Dynamic processes on networks
Suppose we have these ship trajectories, the first two ships are going back and forth between port A and port B. The third ship goes between port A and port C. We can construct both the first-order network and the higher-order network from these trajectories.
Then based on the network structure, we predict where the ship is going. On the first-order network, if a ship used to go between a and b, it is not guaranteed to go back to b again. But on the higher-order network, if a ship goes from b to a, according to the network structure, it will go back to b for sure.
We can compare the predicted trajectories with the testing set, and know how accurately movements are simulated on these two networks. If we use HON, the accuracy is doubled compared with the first order network when simulating the next step. In comparison, the fixed 2nd order network is not as accurate as HON, but the network size is already larger than that of HON. When simulating multiple steps (for example, PageRank can be seen as implicit random walkers with multiple steps), the advantage of HON is even larger.
Note that we are not attempting to perform "next step prediction"; rather, the accuracies for simulating the next step(s) is a measurement of the quality of representation, in terms of how well the network can help reproduce the true movement patterns in the raw data.
Clustering
For the control of species invasion through the global shipping network
The estimated damage and control costs of invasive species in the US are $120 billion per year, which is an invisible tax that everyone has to pay. One of the major vectors of species introduction is through global shipping; species may be taken up with ballast water at one location, and discharged at another.

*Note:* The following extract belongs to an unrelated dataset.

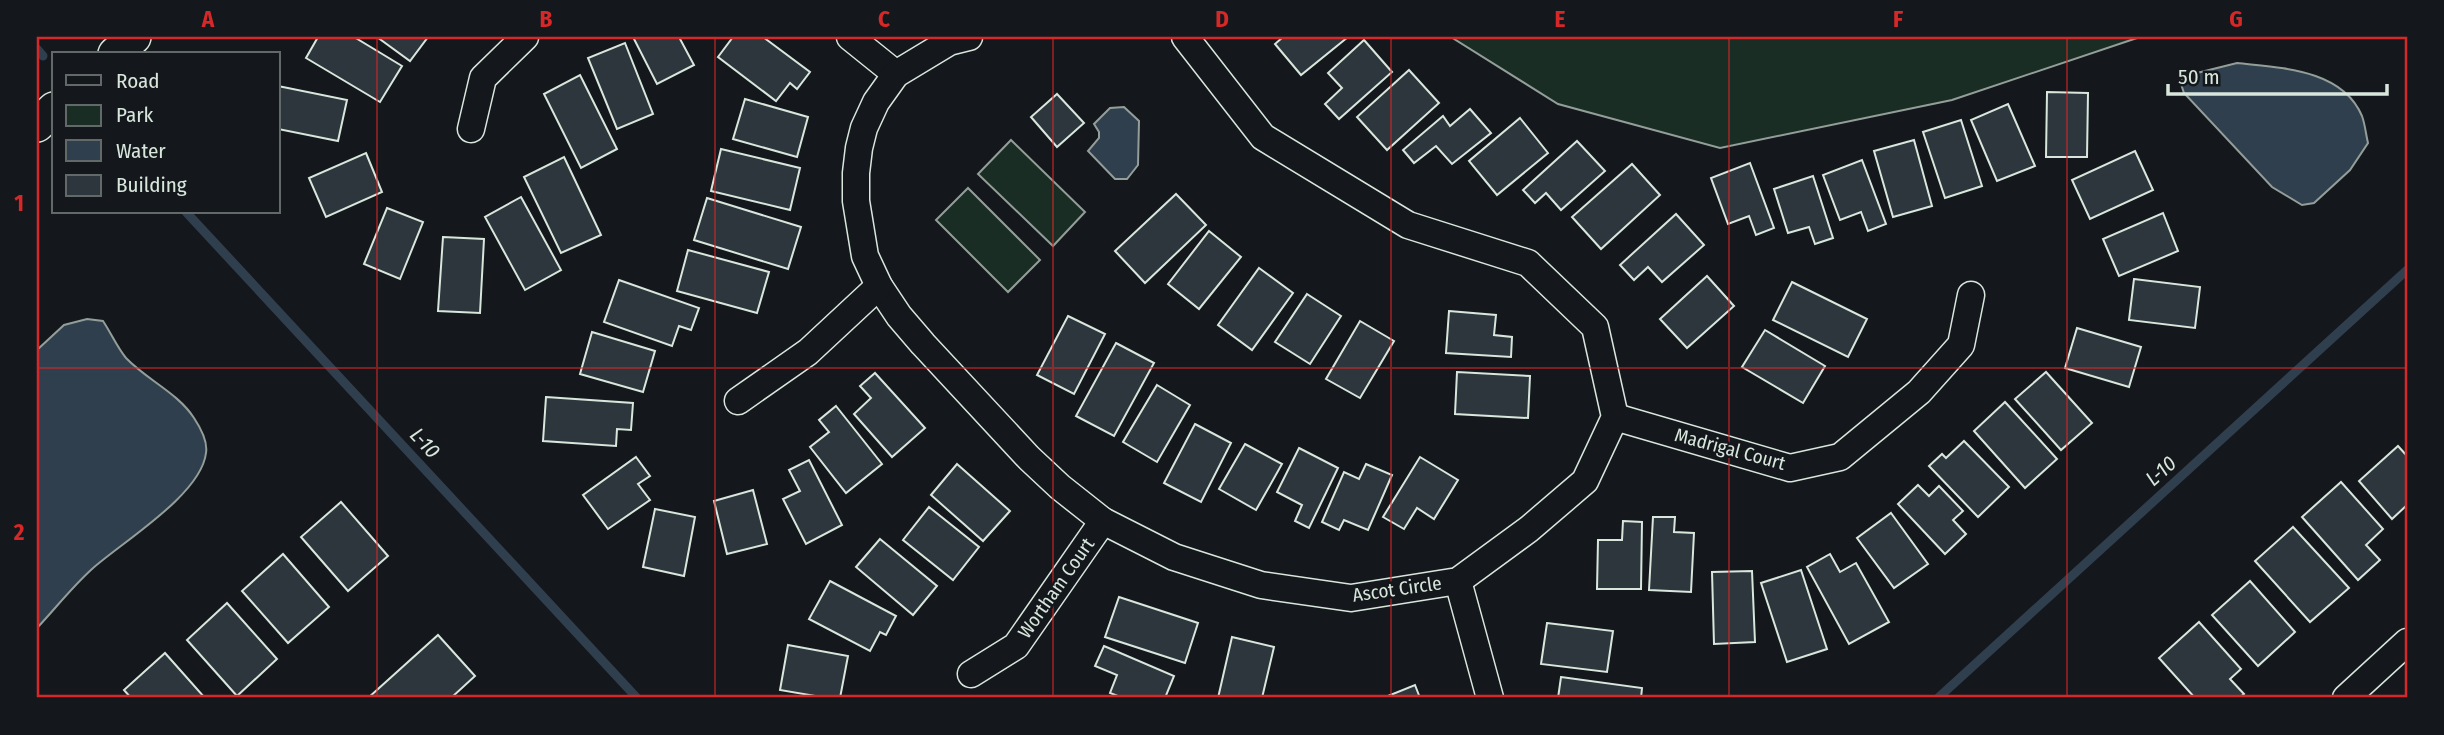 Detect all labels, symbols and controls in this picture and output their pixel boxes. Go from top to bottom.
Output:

The question is: can we discover the species flow patterns by studying the global shipping network, in order to inform the policy makers to devise effective invasive species control policies?
Clustering methods based on flow dynamics, such as Infomap [Rosvall et al.] and Walktrap [Pons], can help us identify clusters of ports that are loosely connected to each other by shipping traffic. Controlling the connections between clusters can prevent species propagation from one cluster of ports to another.
If we do clustering on the first-order network, the nodes shown appear to be equivalent. In reality, given ship movements, species are potentially more likely to be introduced to Los Angeles indirectly from Shanghai. Clustering on HON will automatically take this into account and cluster Tokyo and Seattle together.
Clustering on first-order network
If we cluster the ports on the first-order network, it shows reasonable results, where different colors represent different clusters. Ports geographically close to each other are likely to bring invasive species to each other.
We see that for Malta, a small country in the Mediterranean, these two ports belong to the same Mediterranean cluster.
Clustering on HON
On the higher-order network, however, clustering shows that Malta Freeport belongs to as many as five clusters, very different from Valletta, even they are geographically close to each other. The reason is that Valletta is a small local port, while Malta Freeport is an international port, with lots of traffic and is potentially susceptible to multiple sources of invasions.
Clustering on HON is able to reflect such differences, with no changes to the clustering algorithm itself. The ability to capture indirect species invasions is critical for devising effective species control policies.
Ranking
For modeling Web surfing behavior
Given the same clickstreams of Web pages, one could build a first-order network as shown. According to the network structure, after a user views or uploads a photo, the user is very likely to go back to the home page.
The higher-order network representation of the same data, however, shows additional information. It keeps the nodes and connections of the first-order network, but in addition, it adds to other higher-order nodes, representing the natural scenario that once a user uploads and views a photo, the user is very likely to keep uploading more photos rather than going back to the home page.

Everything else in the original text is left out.